■ What you need to do ■
Count up the lines below where the word "高松港栗林公園線" shows up, and respond with the number alone.

[Collected data entries]
╭──

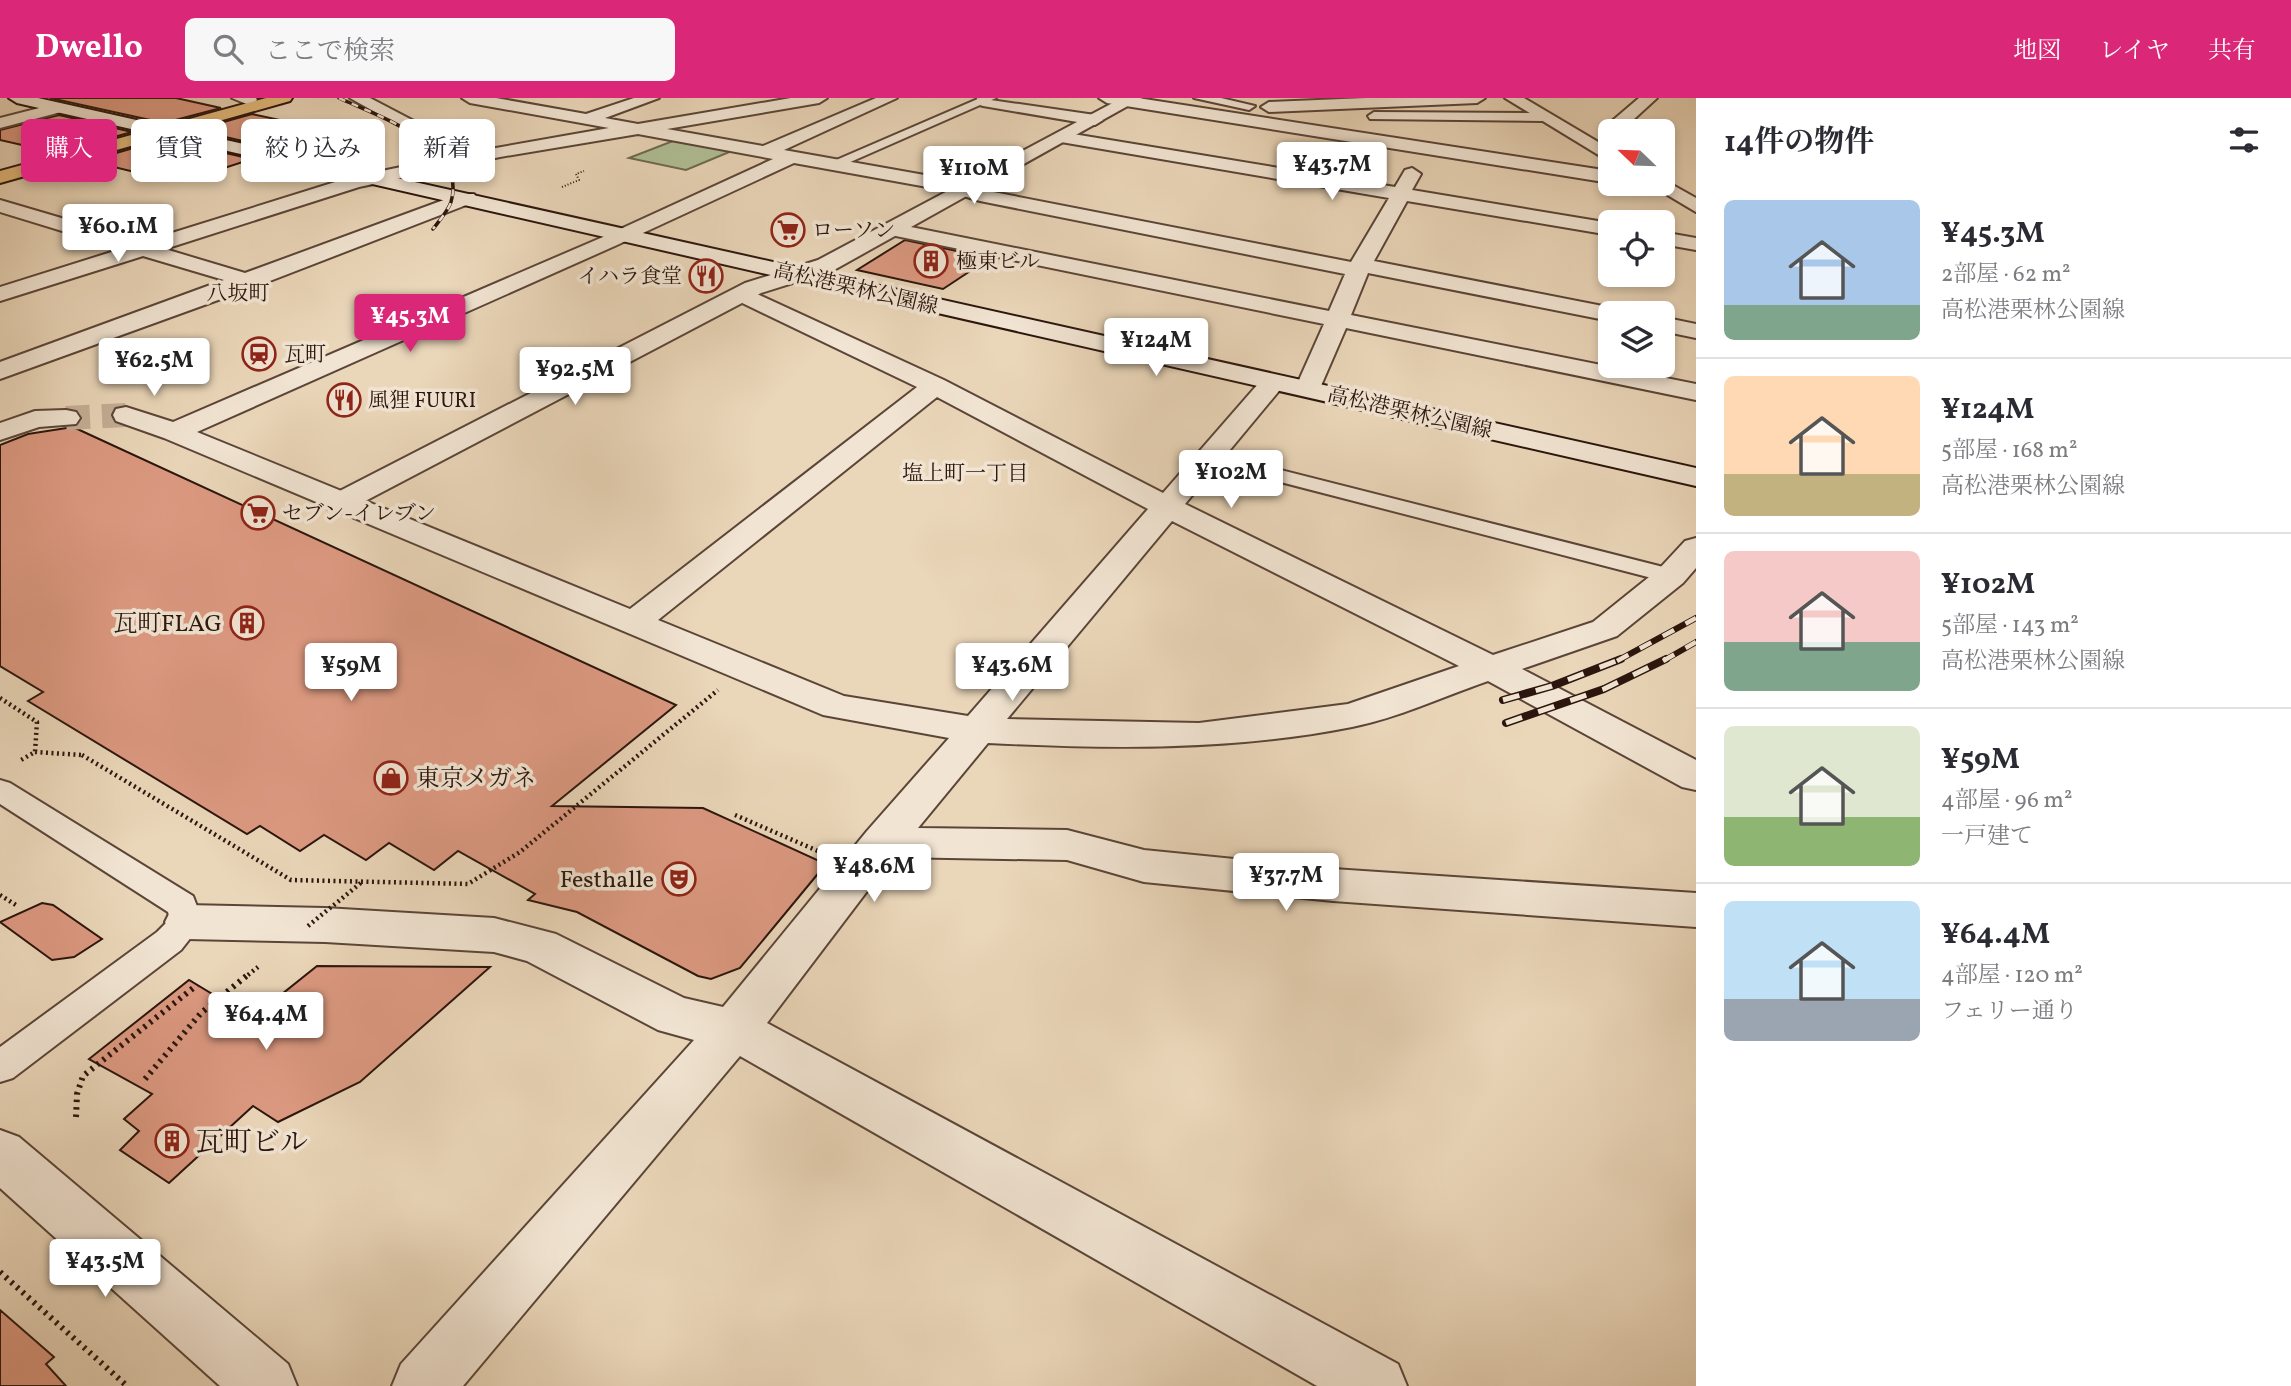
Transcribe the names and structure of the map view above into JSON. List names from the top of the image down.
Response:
{
  "streets": {
    "street": ["高松港栗林公園線"]
  },
  "districts": ["八坂町", "塩上町一丁目"],
  "places": {
    "supermarket": ["ローソン", "セブン-イレブン"],
    "building": ["極東ビル", "瓦町FLAG", "瓦町ビル"],
    "restaurant": ["イハラ食堂", "風狸 FUURI"],
    "station": ["瓦町"],
    "shop": ["東京メガネ"],
    "theatre": ["Festhalle"]
  },
  "north": "top left",
  "page": {
    "header": "Dwello",
    "search": "ここで検索",
    "nav": ["地図", "レイヤ", "共有"],
    "heading": "14件の物件",
    "chip": [
      "購入",
      "賃貸",
      "絞り込み",
      "新着"
    ],
    "price": [
      "¥43.7M",
      "¥110M",
      "¥60.1M",
      "¥45.3M",
      "¥124M",
      "¥62.5M",
      "¥92.5M",
      "¥102M",
      "¥59M",
      "¥43.6M",
      "¥48.6M",
      "¥37.7M",
      "¥64.4M",
      "¥43.5M"
    ],
    "list": [
      {
        "name": "¥45.3M",
        "note": "2部屋 · 62 m² · 高松港栗林公園線"
      },
      {
        "name": "¥124M",
        "note": "5部屋 · 168 m² · 高松港栗林公園線"
      },
      {
        "name": "¥102M",
        "note": "5部屋 · 143 m² · 高松港栗林公園線"
      },
      {
        "name": "¥59M",
        "note": "4部屋 · 96 m² · 一戸建て"
      },
      {
        "name": "¥64.4M",
        "note": "4部屋 · 120 m² · フェリー通り"
      }
    ]
  }
}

╰──

■ Task response ■
4